(Dataset records)
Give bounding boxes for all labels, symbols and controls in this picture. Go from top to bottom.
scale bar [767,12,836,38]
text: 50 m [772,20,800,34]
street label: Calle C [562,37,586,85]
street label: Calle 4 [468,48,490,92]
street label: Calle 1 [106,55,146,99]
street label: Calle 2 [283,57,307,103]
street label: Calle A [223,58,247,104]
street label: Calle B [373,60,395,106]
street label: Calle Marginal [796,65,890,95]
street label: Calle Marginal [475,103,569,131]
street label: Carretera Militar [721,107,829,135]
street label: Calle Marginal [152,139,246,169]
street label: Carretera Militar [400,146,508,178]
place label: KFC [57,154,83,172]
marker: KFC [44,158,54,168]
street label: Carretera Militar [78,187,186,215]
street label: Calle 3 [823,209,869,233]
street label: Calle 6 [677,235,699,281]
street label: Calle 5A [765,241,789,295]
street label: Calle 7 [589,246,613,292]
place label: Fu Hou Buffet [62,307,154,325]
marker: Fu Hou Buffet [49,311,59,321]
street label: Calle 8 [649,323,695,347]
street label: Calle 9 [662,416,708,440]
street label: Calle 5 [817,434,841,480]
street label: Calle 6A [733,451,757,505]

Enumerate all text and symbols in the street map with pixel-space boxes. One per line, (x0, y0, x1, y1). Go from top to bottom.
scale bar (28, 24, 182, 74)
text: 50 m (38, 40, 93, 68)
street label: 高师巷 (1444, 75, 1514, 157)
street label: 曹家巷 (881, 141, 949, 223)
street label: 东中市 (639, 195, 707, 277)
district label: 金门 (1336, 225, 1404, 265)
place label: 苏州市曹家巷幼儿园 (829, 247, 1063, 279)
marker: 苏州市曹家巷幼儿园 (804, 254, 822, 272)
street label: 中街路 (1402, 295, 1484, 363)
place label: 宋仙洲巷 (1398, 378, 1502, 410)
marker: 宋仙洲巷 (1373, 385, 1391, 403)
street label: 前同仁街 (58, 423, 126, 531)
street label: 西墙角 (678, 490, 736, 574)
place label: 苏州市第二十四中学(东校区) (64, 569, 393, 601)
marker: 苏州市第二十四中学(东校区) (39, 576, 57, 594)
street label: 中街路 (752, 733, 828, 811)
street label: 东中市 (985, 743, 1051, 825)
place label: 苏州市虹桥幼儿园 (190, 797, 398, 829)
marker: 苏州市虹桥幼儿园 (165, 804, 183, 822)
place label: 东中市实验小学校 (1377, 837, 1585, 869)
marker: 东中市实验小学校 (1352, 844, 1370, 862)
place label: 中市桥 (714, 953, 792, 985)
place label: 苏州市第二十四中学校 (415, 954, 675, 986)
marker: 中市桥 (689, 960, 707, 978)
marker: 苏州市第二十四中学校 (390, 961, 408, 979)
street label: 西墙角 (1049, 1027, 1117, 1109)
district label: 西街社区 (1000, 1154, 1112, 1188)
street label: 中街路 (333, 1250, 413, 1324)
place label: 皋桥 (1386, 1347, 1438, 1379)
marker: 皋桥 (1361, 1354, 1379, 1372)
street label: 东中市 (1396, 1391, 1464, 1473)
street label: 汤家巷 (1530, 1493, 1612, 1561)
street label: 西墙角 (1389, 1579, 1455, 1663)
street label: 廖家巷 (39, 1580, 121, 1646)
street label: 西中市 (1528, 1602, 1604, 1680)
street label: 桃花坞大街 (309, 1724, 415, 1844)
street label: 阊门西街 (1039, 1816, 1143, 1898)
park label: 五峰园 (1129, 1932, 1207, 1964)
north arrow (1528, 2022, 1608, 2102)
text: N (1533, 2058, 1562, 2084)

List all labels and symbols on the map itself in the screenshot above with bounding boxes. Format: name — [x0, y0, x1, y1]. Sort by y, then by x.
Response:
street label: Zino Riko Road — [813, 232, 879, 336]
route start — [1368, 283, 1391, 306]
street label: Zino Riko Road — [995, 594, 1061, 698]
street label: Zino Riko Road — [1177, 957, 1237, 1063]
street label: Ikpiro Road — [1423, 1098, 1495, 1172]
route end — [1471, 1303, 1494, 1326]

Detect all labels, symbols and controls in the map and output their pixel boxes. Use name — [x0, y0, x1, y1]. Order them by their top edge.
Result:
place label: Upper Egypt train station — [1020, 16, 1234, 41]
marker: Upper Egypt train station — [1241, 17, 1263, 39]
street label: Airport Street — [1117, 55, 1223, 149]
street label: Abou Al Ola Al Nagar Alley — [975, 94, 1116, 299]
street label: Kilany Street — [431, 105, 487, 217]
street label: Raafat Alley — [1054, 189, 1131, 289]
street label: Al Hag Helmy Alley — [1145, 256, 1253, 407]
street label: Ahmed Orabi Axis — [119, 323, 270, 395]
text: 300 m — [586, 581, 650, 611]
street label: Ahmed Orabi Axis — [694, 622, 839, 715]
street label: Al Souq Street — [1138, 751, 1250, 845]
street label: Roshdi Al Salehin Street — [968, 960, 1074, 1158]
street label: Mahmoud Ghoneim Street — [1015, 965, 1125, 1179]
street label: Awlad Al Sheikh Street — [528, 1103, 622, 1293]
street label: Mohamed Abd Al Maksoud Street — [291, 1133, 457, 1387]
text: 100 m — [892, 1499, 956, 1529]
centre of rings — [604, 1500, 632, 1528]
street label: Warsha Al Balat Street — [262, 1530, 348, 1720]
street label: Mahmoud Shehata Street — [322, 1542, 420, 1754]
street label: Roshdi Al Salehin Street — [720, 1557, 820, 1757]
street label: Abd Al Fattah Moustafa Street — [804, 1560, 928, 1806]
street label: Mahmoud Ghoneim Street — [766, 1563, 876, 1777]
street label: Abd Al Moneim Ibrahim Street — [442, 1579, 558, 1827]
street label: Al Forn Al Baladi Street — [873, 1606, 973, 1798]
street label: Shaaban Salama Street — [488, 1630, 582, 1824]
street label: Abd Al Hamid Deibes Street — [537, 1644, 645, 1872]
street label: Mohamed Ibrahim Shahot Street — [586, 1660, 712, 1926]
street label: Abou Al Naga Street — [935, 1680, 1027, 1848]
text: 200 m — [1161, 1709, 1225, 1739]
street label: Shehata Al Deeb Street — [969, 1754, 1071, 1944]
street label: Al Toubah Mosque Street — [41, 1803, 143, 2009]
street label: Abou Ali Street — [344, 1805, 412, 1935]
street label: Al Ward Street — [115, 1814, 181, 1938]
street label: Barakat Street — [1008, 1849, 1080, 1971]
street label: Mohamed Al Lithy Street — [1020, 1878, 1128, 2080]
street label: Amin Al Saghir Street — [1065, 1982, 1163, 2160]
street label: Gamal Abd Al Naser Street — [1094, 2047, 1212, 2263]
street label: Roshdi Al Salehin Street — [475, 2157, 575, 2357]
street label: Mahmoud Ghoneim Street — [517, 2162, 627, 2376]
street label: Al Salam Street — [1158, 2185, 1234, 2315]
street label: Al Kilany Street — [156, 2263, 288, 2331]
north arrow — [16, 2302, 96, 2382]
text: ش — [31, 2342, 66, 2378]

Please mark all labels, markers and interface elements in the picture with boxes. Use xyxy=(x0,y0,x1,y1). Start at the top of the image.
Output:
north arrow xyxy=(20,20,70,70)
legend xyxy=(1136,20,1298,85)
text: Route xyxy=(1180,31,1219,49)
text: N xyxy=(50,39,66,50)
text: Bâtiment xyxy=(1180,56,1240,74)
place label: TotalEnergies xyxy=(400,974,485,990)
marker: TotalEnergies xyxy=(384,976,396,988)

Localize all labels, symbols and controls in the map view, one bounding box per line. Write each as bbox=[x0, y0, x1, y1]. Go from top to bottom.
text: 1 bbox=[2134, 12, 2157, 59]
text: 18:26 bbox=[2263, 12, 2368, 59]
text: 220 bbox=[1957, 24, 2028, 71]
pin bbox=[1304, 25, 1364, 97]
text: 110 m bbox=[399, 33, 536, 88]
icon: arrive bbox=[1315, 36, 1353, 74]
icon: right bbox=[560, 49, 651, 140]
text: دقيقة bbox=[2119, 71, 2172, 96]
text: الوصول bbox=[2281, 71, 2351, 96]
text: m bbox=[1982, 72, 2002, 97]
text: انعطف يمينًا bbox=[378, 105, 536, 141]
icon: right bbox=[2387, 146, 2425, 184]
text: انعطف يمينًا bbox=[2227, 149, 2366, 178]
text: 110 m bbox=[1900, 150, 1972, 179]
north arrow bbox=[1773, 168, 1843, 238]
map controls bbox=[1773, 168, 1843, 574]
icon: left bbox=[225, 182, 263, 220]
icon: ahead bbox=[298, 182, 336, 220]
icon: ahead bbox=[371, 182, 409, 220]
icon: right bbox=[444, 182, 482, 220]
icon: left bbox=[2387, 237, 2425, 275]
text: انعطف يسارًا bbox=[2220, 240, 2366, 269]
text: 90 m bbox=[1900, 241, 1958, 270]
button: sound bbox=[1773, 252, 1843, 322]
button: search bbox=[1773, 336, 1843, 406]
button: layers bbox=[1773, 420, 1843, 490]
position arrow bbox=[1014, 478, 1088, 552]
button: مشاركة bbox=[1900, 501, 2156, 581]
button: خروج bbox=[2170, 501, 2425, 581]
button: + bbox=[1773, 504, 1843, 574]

#### WORK ORDER:
If a line of the records above contains the word "scale", count it; then give the total and nothing more.

#### RESULT FOR THIS TASK:
2